[Python-Dev] Re: URL processing conformance and principles (was Re: urllib.urlopen...)

Fri Sep 17 07:39:11 CEST 2004

"Martin v. Löwis" wrote:
> > Are we in agreement on these points?
> 
> I think I have to answer "no". The % notation is not a quirk of the BNF.

That's not what I said at *all*.  The quirk of the BNF is a completely 
separate issue, and is this: BNF mandates that its terminals are integers, 
e.g. character ":" in a particular BNF-based grammar represents the value 58 
(in decimal). RFC 2396 makes use of the grammar to define the generic syntax, 
but stipulates (well, rfc2396bis clarifies that the intent was to stipulate) 
that the intent is to actually define the syntax in terms of characters, so 
the ":" in the grammar really does mean the colon character, in that spec.

So there is no disagreement there, really.

> >  -  A URL/URI consists of a finite sequence of Unicode characters;
> 
> No. An URI contains of a finite sequence of characters.

You are correct. This is stated in RFC 2396, and Martin Duerst and I pushed 
for rfc2396bis to settle upon a definition of character just to make it extra 
clear, so I should have known better.

> >  -  If given unicode, each character in the string directly represents
> >     a character in the URL/URI and needs no interpretation;
> 
> No.
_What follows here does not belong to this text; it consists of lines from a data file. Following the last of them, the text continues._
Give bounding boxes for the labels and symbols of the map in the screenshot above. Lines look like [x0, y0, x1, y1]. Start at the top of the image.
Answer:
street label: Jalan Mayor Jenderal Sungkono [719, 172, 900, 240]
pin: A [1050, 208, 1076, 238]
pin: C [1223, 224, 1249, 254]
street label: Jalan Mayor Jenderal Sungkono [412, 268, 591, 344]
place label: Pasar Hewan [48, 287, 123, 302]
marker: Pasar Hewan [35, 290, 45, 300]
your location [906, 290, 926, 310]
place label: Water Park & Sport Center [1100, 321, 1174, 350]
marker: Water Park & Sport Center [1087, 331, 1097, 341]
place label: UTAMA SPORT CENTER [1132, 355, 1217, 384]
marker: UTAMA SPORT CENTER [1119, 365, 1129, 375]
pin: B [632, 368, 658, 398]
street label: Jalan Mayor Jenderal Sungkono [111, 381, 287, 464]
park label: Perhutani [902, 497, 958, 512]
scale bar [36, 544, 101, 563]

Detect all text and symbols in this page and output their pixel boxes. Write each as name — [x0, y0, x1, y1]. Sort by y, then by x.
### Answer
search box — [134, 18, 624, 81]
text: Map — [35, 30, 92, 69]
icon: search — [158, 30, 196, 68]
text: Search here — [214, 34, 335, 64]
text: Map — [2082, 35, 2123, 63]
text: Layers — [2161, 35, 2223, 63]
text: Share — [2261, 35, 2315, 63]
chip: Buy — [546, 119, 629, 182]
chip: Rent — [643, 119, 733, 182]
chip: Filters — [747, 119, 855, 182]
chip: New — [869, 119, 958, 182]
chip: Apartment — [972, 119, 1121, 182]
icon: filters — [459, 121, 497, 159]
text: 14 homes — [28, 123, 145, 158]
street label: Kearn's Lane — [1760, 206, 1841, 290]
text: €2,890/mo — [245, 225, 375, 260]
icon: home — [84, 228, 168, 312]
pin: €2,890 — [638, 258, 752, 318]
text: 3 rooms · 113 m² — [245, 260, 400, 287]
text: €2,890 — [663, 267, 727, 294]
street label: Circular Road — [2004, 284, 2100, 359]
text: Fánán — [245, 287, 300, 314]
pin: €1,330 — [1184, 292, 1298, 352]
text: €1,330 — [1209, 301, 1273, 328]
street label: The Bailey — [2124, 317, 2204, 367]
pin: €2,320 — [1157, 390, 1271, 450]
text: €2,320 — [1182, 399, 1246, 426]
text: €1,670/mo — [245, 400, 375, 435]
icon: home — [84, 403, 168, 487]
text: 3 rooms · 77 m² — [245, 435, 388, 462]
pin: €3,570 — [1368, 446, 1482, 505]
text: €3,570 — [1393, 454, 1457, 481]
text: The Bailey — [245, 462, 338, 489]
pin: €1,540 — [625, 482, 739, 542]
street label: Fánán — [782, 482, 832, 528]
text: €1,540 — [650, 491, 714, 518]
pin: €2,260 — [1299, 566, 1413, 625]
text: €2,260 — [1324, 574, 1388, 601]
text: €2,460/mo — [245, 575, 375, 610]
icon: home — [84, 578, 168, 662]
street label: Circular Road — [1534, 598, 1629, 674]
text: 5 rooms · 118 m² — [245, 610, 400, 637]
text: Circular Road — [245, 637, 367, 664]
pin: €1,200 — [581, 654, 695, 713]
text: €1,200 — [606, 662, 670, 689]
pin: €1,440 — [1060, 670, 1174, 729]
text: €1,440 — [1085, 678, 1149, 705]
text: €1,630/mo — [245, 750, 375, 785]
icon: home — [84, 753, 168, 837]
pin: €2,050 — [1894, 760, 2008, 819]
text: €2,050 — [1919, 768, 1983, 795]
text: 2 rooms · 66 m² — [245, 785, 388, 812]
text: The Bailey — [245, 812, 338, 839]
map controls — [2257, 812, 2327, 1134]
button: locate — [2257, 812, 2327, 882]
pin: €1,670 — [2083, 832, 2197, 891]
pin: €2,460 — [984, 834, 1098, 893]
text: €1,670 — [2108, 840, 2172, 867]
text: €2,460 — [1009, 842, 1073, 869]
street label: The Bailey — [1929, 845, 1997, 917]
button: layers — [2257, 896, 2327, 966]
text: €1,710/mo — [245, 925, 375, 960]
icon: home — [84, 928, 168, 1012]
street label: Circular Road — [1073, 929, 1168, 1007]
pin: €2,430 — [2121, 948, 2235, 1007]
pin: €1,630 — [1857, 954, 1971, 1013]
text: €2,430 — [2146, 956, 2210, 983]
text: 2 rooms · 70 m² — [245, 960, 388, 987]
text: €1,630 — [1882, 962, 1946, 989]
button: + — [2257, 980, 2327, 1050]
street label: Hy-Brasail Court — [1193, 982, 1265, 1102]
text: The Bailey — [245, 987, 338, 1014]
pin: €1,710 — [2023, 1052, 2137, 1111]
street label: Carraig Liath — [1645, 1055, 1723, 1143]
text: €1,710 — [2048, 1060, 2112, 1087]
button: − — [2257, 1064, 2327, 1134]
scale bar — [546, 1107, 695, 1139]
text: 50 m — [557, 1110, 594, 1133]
Only ASCII characters in the string need no interpretation. For
> non-ASCII characters, urllib needs to assume some escaping mechanism.

Err, no. Let me start over. The question is: what do we do with a unicode 
object given as the 'url' argument in urllib.urlopen(), etc.?

Assumption 1:
  Resolution to absolute form and subsequent dereferencing of a
  character sequence that is intended to identify a resource,
  in order to be performed in a manner that is conformant with
  [pick one: RFC 1630, RFC 1738, RFC 1808, RFC 2396, the RFC that
  rfc2396bis will likely become, or the RFC that the IRIs draft will
  likely become], requires that the character sequence actually *be*
  [depending on which spec you chose] a URL, a URI reference, or 
  an IRI reference. Those standards do not define how to resolve &
  dereference other types of resource identifiers, be they character
  sequences or otherwise.

Assumption 2:
  The aforementioned standards unambiguously define the syntax to which a
  resource-identifying character sequence must conform in order to be
  considered a URL, a URI reference, or an IRI reference. The standards
  do not define how character sequences that do not conform to the syntax
  can be processed (but they do not forbid such processing; they just say
  that they aren't applicable to those situations).

Assumption 3:
  When an argument is given to an RFC 1808-era URL resolution function
  that is documented as requiring that the argument be [an object that
  represents] a 'URL', then the caller implicitly asserts that whatever
  object passed indeed represents a URL.

Assumption 4:
  The object passed into the function, of course, is going to manifest
  relatively concretely, as, say, a Python str or unicode object, so
  the function, if it intends to perform standards-conformant resolution,
  must behave as if it has interpreted the object as a resource-identifying
  sequence of abstract characters, and must verify somehow that the sequence
  adheres to the syntax requirements of a URL / URI ref / IRI ref. This
  verification can either be an explicit syntax check, or can be a feature
  of the conversion of the object as resource-identifying characters.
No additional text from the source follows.